To learn more about this toolkit, visit IBM Research AI Fairness 360.

Explainability

Black box machine learning models are achieving impressive accuracy on various tasks. However, as machine learning is increasingly used to inform high stakes decisions, explainability of the models is becoming essential. The AI Explainability 360 toolkit includes algorithms that span the different dimensions of ways of explaining along with proxy explainability metrics. The AI Explainability 360 interactive demo provides a gentle introduction to the concepts and capabilities of the toolkit. The package includes tutorials and notebooks for a deeper, data scientist-oriented introduction.

To learn more about this toolkit, visit IBM Research AI Explainability 360.

Adversarial Robustness

The number of reports of real-world exploitations using adversarial attacks against AI is growing, highlighting the importance of understanding, improving, and monitoring the adversarial robustness of AI models.

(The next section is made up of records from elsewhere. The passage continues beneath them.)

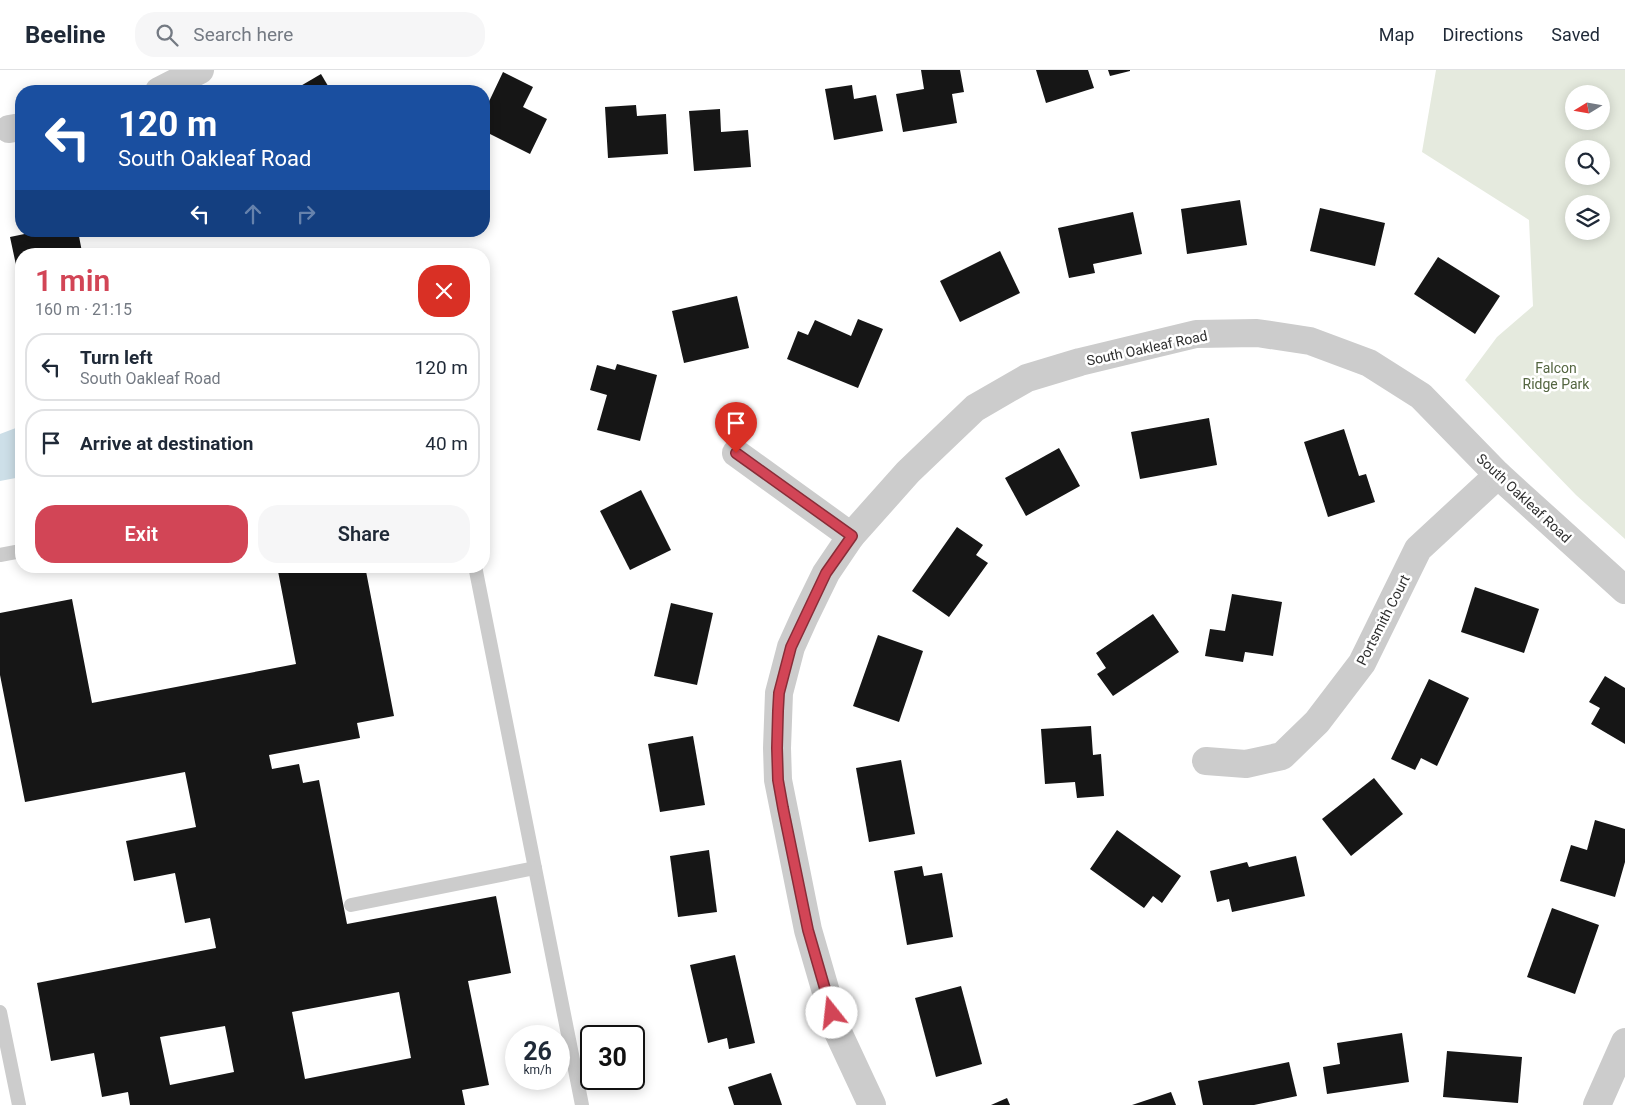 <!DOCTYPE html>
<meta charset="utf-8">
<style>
:root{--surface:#fff;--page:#f6f6f7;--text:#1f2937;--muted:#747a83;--line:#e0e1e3;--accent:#d24556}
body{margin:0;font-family:Roboto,sans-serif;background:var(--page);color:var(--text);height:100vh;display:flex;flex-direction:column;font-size:19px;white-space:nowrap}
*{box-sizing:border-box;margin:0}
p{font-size:16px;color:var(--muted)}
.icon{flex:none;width:28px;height:28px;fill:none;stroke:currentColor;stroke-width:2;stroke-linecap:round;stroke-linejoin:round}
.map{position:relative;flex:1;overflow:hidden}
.panel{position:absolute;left:15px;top:178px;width:475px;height:325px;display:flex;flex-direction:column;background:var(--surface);border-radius:20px;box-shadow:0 2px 12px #0003}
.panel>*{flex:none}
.top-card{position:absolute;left:15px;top:15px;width:475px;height:152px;border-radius:20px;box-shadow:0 2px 12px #0003;background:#1a4fa0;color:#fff;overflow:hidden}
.needle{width:32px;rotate:259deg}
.buttons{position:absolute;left:1565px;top:15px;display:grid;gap:10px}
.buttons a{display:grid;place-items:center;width:45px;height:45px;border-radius:50%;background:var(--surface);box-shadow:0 2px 12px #0003;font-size:25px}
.speed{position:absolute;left:505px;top:955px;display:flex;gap:10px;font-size:25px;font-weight:700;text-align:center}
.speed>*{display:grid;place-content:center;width:65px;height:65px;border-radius:50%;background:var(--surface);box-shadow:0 2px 12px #0003;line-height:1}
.speed small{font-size:12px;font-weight:400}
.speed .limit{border:2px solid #111;border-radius:8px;background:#fff;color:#111}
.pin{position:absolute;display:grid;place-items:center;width:42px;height:42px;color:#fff;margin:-51px -21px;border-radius:50% 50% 50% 0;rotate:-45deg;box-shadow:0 0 5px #0007}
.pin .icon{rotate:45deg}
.me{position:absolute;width:55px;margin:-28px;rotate:344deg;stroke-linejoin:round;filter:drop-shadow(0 0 4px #0008)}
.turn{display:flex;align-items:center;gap:18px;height:105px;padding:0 20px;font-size:22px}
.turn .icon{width:65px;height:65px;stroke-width:2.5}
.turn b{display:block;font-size:35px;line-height:42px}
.lanes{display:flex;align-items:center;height:48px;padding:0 20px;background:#0003;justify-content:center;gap:25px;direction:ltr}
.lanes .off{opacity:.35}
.round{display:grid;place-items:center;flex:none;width:52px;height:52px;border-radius:20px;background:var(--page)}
.summary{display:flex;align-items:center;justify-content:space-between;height:85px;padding:0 20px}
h1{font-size:30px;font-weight:600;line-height:38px;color:var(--accent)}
.action{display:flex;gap:10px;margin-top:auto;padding:10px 20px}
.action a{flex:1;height:58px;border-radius:20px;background:var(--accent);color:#fff;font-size:20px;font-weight:600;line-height:58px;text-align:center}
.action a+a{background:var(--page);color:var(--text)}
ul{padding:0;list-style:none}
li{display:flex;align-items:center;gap:15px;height:68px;margin:0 10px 8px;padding:0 10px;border:2px solid var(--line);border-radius:20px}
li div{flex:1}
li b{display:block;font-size:19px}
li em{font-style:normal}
header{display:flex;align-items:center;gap:30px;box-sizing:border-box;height:70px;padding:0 25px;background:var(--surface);border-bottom:1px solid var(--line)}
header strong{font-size:24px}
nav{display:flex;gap:28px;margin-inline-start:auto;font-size:18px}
.search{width:350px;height:45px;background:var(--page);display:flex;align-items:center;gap:12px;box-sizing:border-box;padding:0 18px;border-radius:20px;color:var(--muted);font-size:19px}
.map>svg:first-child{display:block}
</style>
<header>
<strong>Beeline</strong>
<div class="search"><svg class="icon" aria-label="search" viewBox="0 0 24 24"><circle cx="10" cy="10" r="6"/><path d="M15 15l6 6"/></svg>Search here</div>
<nav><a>Map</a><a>Directions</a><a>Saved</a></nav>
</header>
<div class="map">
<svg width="1625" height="1035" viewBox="0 0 1625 1035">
<rect width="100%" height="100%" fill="#fff"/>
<path fill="#e5eade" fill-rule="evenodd" d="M1436,0h189v469l-49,-44 -111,-115 32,-43 36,-31 -4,-86 -107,-68zM1574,24h27v27h-27zM1574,79h27v27h-27zM1574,134h27v27h-27z"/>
<path fill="#cddfe8" d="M21,356v51l-21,4v-47z"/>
<g fill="#161616" fill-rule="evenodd">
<path d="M921,0h39l4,22 -12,2 5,29 -54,9 -7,-38 28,-5z"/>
<path d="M1036,0h52l6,18 -48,15z"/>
<path d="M1108,0h22v1l-20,5z"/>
<path d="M503,2l30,15 -10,20 24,12 -17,35 -46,-23v-19z"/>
<path d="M321,4l10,17h-39z"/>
<path d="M852,15l2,14 22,-4 7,36 -49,9 -9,-51z"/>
<path d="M636,35l1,11 29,-2 2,40 -60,4 -3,-51z"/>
<path d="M720,39l1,23 27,-2 3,37 -57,4 -5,-60z"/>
<path d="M1240,130l7,45 -60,9 -6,-45z"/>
<path d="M1320,138l65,15 -10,43 -65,-15z"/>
<path d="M1133,142l9,42 -49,10 2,9 -26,5 -11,-50z"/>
<path d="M39,161h39l4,21 -8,2h-53v25h-2l-9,-42z"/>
<path d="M1000,181l20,42 -60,29 -20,-41z"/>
<path d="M1438,187l62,39 -25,38 -61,-40z"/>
<path d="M737,226l12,52 -65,15 -12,-52z"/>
<path d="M858,249l25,10 -25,59 -71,-29 11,-28 10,4 7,-15 36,16z"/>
<path d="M617,294l40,11 -17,66 -43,-11 10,-35 -17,-5 7,-25 18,5z"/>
<path d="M1209,348l8,47 -77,14 -9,-47z"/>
<path d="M1344,359l15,47 7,-2 9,28 -47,15 -24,-75z"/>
<path d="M1059,378l21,38 -54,30 -21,-38z"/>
<path d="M641,420l30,60 -41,20 -30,-59z"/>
<path d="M957,457l26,18 -7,10 12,8 -39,54 -37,-26z"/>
<path d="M277,496h88l29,150 -37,7 3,15 -91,17 3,14 27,-5 4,19 16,-3 28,144 149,-28 15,77 -43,8 21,104 -27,5 3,15h-335l-2,-13 -26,5 -8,-44 -43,8 -14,-78 179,-35 -6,-30 -25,5 -10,-50 -41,8 -8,-40 70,-14 -11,-55 -160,30 -25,-127v-62l72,-14 20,104 204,-39zM399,922l12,66 -106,21 -13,-67zM225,956l9,46 -64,13 -10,-48z"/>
<path d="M1475,517l64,22 -15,44 -63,-21z"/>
<path d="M1232,524l50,8 -9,54 -28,-4 -2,10 -38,-6 5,-27 15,2z"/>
<path d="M671,533l42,10 -16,72 -43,-9z"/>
<path d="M1153,544l26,38 -66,44 -16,-22 9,-6 -10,-15z"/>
<path d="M878,565l45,16 -24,71 -46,-16z"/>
<path d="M1605,606l20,12v56l-34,-20 9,-16 -11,-6z"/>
<path d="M1429,609l40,19 -32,68 -16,-8 -6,12 -24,-11z"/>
<path d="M1091,656l2,29 8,-1 3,42 -27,2 -2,-16 -30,2 -4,-55z"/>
<path d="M693,666l12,69 -45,7 -12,-68z"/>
<path d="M901,690l14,74 -46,8 -13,-74z"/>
<path d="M1374,708l29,36 -52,42 -29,-37z"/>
<path d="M1595,750l30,9v33l-10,35 -55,-16 11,-36 16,5z"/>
<path d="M1117,760l64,46 -19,27 -9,-7 -9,12 -54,-39z"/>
<path d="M709,780l8,62 -39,5 -8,-61z"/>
<path d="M1296,786l9,40 -73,16 -3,-13 -12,3 -7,-31 37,-9 2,5z"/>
<path d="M922,796l2,10 18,-3 11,64 -46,8 -13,-74z"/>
<path d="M1552,838l47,17 -24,69 -48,-17z"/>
<path d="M735,885l20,88 -26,6 -2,-11 -19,5 -18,-78z"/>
<path d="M961,916l21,78 -46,13 -21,-79z"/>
<path d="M1402,963l7,49 -82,12 -4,-27 17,-3 -3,-21z"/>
<path d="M1447,981l75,6 -4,46 -75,-6z"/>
<path d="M1289,992l8,34 -43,9h-51l-5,-24z"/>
<path d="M771,1003l11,32h-48l-6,-18z"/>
<path d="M1171,1022l5,13h-44z"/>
<path d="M1007,1028l3,7h-19z"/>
</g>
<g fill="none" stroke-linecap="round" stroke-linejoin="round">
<g stroke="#ccc" stroke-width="14">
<path d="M0,485l21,-4"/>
<path d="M475,496l107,539"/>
<path d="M351,835l184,-37"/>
<path d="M0,942l19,93"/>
</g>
<g stroke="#ccc" stroke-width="28">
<path d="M159,21l41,-21"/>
<path d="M9,59l12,-2"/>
<path d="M736,383l115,83"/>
<path d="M1206,691l40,3 36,-8 35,-34 45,-59 56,-114 80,-74"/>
<path d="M872,1035l-35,-75 -29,-100 -30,-150 -1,-32 2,-55 12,-46 14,-31 21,-43 25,-37 57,-64 67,-64 52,-30 53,-16 116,-28 61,-1 53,8 59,22 52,33 77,79 127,115"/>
<path d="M1597,1035l28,-63"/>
</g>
</g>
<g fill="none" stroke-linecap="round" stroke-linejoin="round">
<defs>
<path id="route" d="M736,383l116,83 -26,37 -35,74 -12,46 -1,18 -1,37 1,32 5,28 25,122 24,83"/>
</defs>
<use href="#route" stroke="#882d38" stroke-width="12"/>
<use href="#route" stroke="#d24556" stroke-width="9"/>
</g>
<g text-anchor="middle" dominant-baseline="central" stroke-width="5" stroke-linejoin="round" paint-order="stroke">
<g font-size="14" fill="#2f2f2f" stroke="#fff">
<text transform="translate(1147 278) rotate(-12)">South Oakleaf Road</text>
<text transform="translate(1524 428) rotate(43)">South Oakleaf Road</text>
<text transform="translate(1383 550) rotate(-63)">Portsmith Court</text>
</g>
<g font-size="14" fill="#546641" stroke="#fff">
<text x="1556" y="298">Falcon<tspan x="1556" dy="16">Ridge Park</tspan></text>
</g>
</g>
</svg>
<div class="buttons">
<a><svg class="needle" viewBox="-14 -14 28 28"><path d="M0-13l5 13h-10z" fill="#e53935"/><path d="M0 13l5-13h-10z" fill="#747a83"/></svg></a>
<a><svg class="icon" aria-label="search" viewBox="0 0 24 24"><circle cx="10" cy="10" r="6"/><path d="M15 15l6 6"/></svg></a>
<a><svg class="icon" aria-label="layers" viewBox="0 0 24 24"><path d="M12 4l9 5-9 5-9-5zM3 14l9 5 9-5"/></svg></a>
</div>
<div class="speed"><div>26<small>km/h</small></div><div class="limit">30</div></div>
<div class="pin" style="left:736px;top:383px;background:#d93025"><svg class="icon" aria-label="arrive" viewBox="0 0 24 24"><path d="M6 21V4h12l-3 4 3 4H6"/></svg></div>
<svg class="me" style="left:832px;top:943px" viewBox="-20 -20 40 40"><circle r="19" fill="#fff"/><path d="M0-13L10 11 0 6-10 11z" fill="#d24556"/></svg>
<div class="top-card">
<div class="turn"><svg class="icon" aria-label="left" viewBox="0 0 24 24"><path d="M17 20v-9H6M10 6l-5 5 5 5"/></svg><div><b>120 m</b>South Oakleaf Road</div></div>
<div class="lanes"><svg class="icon" aria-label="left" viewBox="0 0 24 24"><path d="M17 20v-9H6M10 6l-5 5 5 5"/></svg><svg class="icon off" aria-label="ahead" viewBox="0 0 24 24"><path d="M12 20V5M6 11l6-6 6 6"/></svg><svg class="icon off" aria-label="right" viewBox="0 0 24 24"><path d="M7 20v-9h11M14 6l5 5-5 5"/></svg></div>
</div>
<section class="panel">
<div class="summary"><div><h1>1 min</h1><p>160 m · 21:15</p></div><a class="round" style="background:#d93025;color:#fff"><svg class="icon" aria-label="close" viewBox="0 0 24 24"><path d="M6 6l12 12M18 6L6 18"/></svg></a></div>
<ul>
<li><svg class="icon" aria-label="left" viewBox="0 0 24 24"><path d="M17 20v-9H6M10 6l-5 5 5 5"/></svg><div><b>Turn left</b><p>South Oakleaf Road</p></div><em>120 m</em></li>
<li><svg class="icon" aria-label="arrive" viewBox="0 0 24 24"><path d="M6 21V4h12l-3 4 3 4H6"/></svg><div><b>Arrive at destination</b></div><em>40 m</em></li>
</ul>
<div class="action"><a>Exit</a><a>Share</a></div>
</section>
</div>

The Adversarial Robustness 360 Toolkit provides a comprehensive and growing set of tools to systematically assess and improve the robustness of AI models against adversarial attacks, including evasion and poisoning.

To learn more about this toolkit, visit IBM Research Adversarial Robustness 360.

Uncertainty Quantification

Uncertainty quantification gives AI the ability to express that it is unsure, adding critical transparency for the safe deployment and use of AI. Uncertainty Quantification 360 is an extensible open-source toolkit with a Python package that provides data science practitioners and developers access to state-of-the-art algorithms, to streamline the process of estimating, evaluating, improving, and communicating uncertainty of AI and machine learning models.

To learn more about this toolkit, visit IBM Research Uncertainty Quantification 360.

Transparency and Governance

There is an increasing call for AI transparency and governance. The FactSheets project's goal is to foster trust in AI by increasing understanding and governance of how AI was created and deployed. The FactSheet 360 website includes many example FactSheets for publically available models, a methodology for creating useful FactSheet templates, an illustration of how FactSheets can be used for AI governance, and various resources, such as over 24 hours of video lectures.